Descriptions, Reviews, Etc.
Publisher Description:
The First World War is usually believed to have had a catastrophic effect on British art, killing artists and movements, and creating a mood of belligerent philistinism around the nation. In this book, however, James Fox paints a very different picture of artistic life in wartime Britain. Drawing on a wide range of sources, he examines the cultural activities of largely forgotten individuals and institutions, as well as the press and the government, in order to shed new light on art's unusual role in a nation at war. He argues that the conflict's artistic consequences, though initially disruptive, were ultimately and enduringly productive. He reveals how the war effort helped forge a much closer relationship between the British public and their art - a relationship that informed the country's cultural agenda well into the 1920s.

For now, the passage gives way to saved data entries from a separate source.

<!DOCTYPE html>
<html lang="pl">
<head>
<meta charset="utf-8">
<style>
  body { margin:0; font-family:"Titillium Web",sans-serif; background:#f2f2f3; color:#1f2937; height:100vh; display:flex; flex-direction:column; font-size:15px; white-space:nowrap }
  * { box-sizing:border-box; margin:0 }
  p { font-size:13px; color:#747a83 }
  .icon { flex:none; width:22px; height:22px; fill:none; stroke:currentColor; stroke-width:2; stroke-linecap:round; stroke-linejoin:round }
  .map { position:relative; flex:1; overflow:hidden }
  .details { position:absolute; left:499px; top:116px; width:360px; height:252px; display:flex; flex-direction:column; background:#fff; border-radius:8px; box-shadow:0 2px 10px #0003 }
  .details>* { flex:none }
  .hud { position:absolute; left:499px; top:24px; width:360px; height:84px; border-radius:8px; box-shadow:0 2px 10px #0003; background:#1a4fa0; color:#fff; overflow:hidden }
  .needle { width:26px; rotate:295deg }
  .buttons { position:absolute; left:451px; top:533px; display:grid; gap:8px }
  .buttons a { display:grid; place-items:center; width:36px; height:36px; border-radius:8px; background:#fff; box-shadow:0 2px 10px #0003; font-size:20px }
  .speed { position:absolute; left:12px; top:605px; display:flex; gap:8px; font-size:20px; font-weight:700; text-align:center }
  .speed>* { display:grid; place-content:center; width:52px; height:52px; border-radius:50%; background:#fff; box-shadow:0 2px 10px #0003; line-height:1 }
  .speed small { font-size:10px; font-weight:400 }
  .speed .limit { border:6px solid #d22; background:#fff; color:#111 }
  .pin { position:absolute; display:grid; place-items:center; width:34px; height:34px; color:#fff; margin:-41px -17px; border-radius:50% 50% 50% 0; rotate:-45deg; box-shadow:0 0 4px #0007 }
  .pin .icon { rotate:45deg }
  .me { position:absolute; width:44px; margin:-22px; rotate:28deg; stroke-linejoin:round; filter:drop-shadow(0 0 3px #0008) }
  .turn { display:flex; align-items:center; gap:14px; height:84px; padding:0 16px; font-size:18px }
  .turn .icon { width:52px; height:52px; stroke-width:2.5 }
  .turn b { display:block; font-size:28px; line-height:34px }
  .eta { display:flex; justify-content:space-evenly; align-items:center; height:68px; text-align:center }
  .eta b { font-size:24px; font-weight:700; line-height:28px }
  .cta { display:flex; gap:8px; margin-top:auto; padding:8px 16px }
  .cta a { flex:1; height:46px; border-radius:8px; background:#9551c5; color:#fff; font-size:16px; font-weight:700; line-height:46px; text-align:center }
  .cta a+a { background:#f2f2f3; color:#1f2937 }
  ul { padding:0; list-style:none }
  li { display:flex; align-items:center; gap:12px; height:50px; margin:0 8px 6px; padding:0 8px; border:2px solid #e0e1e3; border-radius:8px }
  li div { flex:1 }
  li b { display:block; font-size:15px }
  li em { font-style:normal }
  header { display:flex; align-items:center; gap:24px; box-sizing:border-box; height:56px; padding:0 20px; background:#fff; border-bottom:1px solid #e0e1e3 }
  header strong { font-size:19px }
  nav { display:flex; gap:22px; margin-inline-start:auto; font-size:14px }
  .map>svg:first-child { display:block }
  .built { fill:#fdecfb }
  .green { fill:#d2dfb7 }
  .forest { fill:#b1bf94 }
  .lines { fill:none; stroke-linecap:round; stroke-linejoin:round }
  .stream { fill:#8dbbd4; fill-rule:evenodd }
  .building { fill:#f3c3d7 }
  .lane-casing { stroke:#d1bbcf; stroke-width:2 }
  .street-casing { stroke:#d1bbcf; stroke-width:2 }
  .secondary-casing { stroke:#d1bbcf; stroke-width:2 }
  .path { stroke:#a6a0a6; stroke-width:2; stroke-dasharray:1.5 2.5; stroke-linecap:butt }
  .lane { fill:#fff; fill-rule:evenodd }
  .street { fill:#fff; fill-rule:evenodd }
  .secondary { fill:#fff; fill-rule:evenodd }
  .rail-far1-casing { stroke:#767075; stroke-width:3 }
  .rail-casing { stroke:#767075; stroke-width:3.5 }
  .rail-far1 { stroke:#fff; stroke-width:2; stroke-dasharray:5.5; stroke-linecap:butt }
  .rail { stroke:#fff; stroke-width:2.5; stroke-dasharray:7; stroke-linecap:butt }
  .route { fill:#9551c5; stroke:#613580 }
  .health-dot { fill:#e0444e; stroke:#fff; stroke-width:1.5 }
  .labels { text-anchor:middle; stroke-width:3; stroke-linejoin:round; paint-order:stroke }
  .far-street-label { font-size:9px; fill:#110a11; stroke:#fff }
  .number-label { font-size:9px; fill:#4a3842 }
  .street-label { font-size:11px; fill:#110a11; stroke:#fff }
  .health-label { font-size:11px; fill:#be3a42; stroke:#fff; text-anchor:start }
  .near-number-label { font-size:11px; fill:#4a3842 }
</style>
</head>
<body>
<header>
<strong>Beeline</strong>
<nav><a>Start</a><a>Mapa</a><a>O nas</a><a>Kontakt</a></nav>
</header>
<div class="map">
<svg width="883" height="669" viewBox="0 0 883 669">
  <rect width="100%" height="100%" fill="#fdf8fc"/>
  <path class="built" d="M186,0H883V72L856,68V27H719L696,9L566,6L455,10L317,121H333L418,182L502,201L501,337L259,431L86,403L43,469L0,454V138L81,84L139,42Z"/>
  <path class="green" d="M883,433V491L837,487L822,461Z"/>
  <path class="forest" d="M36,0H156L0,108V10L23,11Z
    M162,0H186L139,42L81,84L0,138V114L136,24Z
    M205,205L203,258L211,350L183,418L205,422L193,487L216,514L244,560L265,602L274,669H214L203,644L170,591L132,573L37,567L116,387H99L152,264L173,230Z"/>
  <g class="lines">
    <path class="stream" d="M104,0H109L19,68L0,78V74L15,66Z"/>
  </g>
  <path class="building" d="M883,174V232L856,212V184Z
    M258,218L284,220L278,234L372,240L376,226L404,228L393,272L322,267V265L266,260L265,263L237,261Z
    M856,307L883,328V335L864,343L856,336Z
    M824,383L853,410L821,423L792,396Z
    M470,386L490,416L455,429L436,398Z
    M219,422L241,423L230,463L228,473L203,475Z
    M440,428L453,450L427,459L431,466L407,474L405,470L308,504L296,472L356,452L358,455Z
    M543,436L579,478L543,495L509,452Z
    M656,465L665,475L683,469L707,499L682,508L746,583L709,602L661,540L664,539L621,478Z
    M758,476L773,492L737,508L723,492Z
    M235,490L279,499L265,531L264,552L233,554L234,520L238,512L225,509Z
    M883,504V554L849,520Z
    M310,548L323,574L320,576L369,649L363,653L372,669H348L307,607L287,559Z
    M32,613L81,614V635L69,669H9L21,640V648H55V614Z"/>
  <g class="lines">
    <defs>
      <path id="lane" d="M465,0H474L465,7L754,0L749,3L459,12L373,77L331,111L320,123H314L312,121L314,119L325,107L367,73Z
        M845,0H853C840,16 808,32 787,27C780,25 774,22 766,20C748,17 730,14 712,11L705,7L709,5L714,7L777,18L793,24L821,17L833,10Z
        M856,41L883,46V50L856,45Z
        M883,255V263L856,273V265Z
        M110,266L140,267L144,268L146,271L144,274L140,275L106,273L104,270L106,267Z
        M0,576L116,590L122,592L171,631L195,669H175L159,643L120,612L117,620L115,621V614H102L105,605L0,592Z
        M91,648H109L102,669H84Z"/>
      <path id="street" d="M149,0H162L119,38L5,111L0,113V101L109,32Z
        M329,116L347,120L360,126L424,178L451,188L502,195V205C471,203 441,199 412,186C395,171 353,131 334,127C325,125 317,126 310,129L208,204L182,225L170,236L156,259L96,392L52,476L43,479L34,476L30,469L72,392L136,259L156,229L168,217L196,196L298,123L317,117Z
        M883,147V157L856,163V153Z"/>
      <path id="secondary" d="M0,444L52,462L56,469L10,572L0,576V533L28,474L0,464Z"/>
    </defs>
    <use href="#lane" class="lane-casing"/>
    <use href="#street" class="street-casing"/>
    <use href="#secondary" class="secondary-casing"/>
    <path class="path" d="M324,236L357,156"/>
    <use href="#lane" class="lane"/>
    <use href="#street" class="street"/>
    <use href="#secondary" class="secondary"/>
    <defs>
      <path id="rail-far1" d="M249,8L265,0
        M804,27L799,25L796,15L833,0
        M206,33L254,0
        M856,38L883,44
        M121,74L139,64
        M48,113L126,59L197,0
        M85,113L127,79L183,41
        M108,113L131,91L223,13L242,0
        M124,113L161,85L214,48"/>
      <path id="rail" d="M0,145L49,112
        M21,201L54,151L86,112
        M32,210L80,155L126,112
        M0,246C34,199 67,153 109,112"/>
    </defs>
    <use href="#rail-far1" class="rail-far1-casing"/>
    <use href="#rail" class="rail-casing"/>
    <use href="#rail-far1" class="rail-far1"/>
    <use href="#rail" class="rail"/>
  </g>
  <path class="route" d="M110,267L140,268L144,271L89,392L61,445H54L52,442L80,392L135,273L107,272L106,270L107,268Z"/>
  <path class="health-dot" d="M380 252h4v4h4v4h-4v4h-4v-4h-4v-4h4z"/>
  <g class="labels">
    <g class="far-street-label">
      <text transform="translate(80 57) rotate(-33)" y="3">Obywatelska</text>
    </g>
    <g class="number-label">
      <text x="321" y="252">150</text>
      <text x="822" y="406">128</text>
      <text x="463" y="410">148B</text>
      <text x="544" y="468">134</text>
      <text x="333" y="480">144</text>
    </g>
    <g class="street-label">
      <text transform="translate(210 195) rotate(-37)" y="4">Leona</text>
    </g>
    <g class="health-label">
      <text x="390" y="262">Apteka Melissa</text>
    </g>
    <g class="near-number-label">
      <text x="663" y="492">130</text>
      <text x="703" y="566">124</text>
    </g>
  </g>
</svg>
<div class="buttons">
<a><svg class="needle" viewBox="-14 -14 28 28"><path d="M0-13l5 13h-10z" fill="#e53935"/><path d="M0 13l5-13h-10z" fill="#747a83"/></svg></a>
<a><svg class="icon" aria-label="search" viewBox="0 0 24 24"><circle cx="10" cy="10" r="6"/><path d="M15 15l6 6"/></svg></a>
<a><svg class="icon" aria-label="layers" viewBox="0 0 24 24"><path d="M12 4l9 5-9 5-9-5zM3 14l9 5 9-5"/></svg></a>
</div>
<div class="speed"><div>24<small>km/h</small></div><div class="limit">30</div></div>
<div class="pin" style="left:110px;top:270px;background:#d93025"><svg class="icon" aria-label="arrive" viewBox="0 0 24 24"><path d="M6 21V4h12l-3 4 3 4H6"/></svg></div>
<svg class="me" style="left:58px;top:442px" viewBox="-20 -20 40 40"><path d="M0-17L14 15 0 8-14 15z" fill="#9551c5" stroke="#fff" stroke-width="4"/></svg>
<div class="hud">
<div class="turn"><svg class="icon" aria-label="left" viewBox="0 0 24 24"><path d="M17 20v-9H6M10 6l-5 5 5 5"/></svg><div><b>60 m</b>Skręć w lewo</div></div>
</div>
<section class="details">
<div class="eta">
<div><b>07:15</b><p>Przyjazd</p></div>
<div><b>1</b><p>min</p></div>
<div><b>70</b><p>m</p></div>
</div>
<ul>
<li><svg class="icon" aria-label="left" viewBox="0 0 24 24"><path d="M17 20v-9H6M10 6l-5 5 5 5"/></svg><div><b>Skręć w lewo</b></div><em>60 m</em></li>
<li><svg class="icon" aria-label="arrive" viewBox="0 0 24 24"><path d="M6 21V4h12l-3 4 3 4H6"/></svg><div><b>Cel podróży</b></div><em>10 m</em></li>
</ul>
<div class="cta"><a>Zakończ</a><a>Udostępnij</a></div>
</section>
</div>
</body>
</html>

Contributor Bio(s): Fox, James: - James Fox is an art historian and Fellow of Gonville and Caius College, Cambridge. Educated at Cambridge and Harvard, he received his Ph.D. in History of Art from the University of Cambridge in 2009 with a dissertation entitled 'Business unusual: art in Britain during the First World War, 1914-1918'. His research has been supported by grants and fellowships from the Arts and Humanities Research Council, the British Art Center at Yale University, and Churchill College, Cambridge. Fox has published widely on the cultural history of the First World War and modern British art, and has presented papers on the subjects in Europe, the United States and Canada. Fox appears frequently in the media: he has written for The Times, The Telegraph and The Independent, and is a BAFTA- and Royal Television Society-nominated documentary filmmaker for the BBC. In 2014 he was selected as one of Apollo magazine's forty most influential young people in the art world.